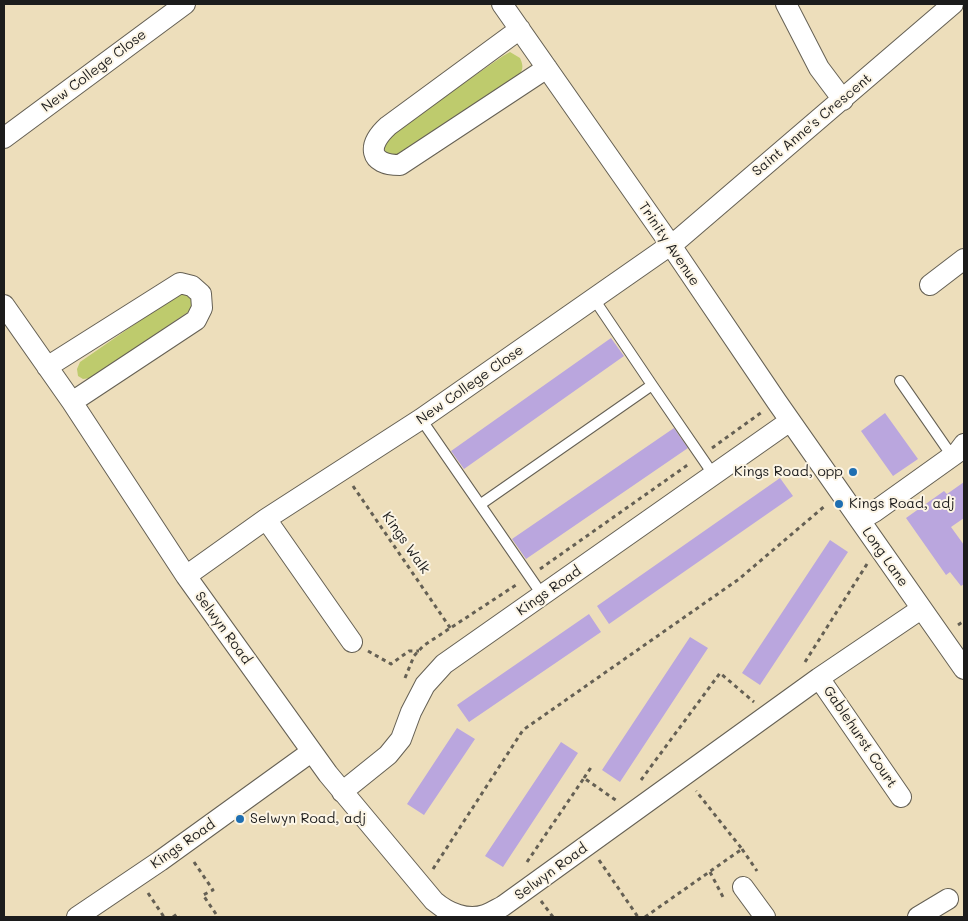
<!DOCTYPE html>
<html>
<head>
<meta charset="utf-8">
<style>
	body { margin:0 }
	#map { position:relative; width:968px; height:921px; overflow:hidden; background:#eddebb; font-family:Mali,sans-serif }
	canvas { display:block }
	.frame { position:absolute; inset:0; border:5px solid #1c1c1c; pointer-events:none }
</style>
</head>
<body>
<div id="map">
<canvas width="968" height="921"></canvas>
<div class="frame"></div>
</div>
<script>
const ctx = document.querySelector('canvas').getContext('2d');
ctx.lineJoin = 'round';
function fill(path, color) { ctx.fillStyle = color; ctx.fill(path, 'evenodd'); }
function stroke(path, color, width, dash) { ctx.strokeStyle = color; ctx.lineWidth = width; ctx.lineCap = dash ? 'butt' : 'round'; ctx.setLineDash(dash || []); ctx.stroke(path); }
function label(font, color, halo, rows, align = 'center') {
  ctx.font = font + ' Mali,sans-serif'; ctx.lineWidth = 4; ctx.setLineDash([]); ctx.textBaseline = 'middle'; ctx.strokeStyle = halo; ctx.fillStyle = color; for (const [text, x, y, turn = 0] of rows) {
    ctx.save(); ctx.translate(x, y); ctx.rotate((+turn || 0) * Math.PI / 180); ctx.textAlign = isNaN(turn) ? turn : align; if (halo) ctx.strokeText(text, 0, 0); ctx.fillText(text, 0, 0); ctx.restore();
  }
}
const green = new Path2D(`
	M510,52L520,58C524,67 523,70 517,78L393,158L382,150L383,139L503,56Z
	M180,293H186L192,297V308L188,312L91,378L83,379L78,376L77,369L80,362Z`);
const building = new Path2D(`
	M611,338L624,356L464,469L451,451Z
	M885,413L918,459L893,476L861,431Z
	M674,428L688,448L526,559L512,539Z
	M780,478L793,496L609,624L597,606Z
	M964,482V518L951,527L964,545V584L961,586L950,572L946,575L906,518L944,491L947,494Z
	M830,540L848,552L760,685L742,673Z
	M589,614L601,632L469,722L457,705Z
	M690,637L708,648L620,782L602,770Z
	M457,728L475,739L424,815L407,804Z
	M561,742L578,753L503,867L485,856Z`);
const path = new Path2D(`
	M712,448L762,412
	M353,486L451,629
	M540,569L689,464
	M958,625L964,621
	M368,651L391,664L409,651H419
	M805,662L867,564
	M405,678L414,656L423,646L519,583
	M584,778L592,766
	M641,780L720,673L754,702
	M742,849L757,871
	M599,860L638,917
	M194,862L213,890L203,895L218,917
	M527,862L584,778L617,801
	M433,869L523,730L739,579L826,505
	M710,872L723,897
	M148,893L164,917
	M541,901L553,917
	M173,917L177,914L179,917
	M645,917L742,849L696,791`);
const service = new Path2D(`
	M594,299L652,385L713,474
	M900,381L952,456
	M421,419L543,596
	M481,504L652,385`);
const minor = new Path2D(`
	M502,4L670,244L777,402L964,669
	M786,4L819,68L843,100
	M520,29L388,126C367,145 368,165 400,165L547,68
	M4,138L185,4
	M930,285L964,259
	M4,305L72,402L186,576L266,519L421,419L679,239L953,4
	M47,367L180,283L192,286L201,294L202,308L196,320L72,402
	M266,519L352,642
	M860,520L874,512L958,452L964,444
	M186,576L328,774L434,901C448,913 467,921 485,915C491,913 497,909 503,906L819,678L921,609
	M819,678L901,797
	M342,792L388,755L401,739L411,712L425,685L444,664L790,421
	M743,887L765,917
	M77,917L160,861L311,752
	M918,917L948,899`);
const markers = [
	[853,472,5,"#1f6fb2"],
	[839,504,5,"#1f6fb2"],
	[240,819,5,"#1f6fb2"]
];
const streetNames = [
	["New College Close",94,71,-37],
	["Saint Anne's Crescent",812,125,-40],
	["Trinity Avenue",669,244,56],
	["New College Close",470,385,-35],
	["Kings Walk",406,543,55],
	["Long Lane",885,557,55],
	["Kings Road",549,591,-35],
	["Selwyn Road",223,628,54],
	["Gablehurst Court",860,737,56],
	["Kings Road",183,844,-35],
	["Selwyn Road",551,872,-36]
];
const poiNames = [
	["Kings Road, opp",843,472,"right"],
	["Kings Road, adj",849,504],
	["Selwyn Road, adj",250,819]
];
fill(green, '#becb6d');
fill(building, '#baa6de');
stroke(service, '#656054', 12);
stroke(minor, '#656054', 22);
stroke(path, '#656054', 3, [4, 4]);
stroke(service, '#fff', 10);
stroke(minor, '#fff', 20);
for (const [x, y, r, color] of markers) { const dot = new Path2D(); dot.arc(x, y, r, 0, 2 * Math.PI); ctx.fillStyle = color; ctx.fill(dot); stroke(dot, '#fcf5e5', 2); }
label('14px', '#1c1c1c', '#fcf5e5', streetNames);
label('14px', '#1c1c1c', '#fcf5e5', poiNames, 'left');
</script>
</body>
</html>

TASK DETAILS – Write out exactly each line of the entries, starting at the one containing "M900,381L952,456" and finishing with the last line.

ANSWER –
	M900,381L952,456
	M421,419L543,596
	M481,504L652,385`);
const minor = new Path2D(`
	M502,4L670,244L777,402L964,669
	M786,4L819,68L843,100
	M520,29L388,126C367,145 368,165 400,165L547,68
	M4,138L185,4
	M930,285L964,259
	M4,305L72,402L186,576L266,519L421,419L679,239L953,4
	M47,367L180,283L192,286L201,294L202,308L196,320L72,402
	M266,519L352,642
	M860,520L874,512L958,452L964,444
	M186,576L328,774L434,901C448,913 467,921 485,915C491,913 497,909 503,906L819,678L921,609
	M819,678L901,797
	M342,792L388,755L401,739L411,712L425,685L444,664L790,421
	M743,887L765,917
	M77,917L160,861L311,752
	M918,917L948,899`);
const markers = [
	[853,472,5,"#1f6fb2"],
	[839,504,5,"#1f6fb2"],
	[240,819,5,"#1f6fb2"]
];
const streetNames = [
	["New College Close",94,71,-37],
	["Saint Anne's Crescent",812,125,-40],
	["Trinity Avenue",669,244,56],
	["New College Close",470,385,-35],
	["Kings Walk",406,543,55],
	["Long Lane",885,557,55],
	["Kings Road",549,591,-35],
	["Selwyn Road",223,628,54],
	["Gablehurst Court",860,737,56],
	["Kings Road",183,844,-35],
	["Selwyn Road",551,872,-36]
];
const poiNames = [
	["Kings Road, opp",843,472,"right"],
	["Kings Road, adj",849,504],
	["Selwyn Road, adj",250,819]
];
fill(green, '#becb6d');
fill(building, '#baa6de');
stroke(service, '#656054', 12);
stroke(minor, '#656054', 22);
stroke(path, '#656054', 3, [4, 4]);
stroke(service, '#fff', 10);
stroke(minor, '#fff', 20);
for (const [x, y, r, color] of markers) { const dot = new Path2D(); dot.arc(x, y, r, 0, 2 * Math.PI); ctx.fillStyle = color; ctx.fill(dot); stroke(dot, '#fcf5e5', 2); }
label('14px', '#1c1c1c', '#fcf5e5', streetNames);
label('14px', '#1c1c1c', '#fcf5e5', poiNames, 'left');
</script>
</body>
</html>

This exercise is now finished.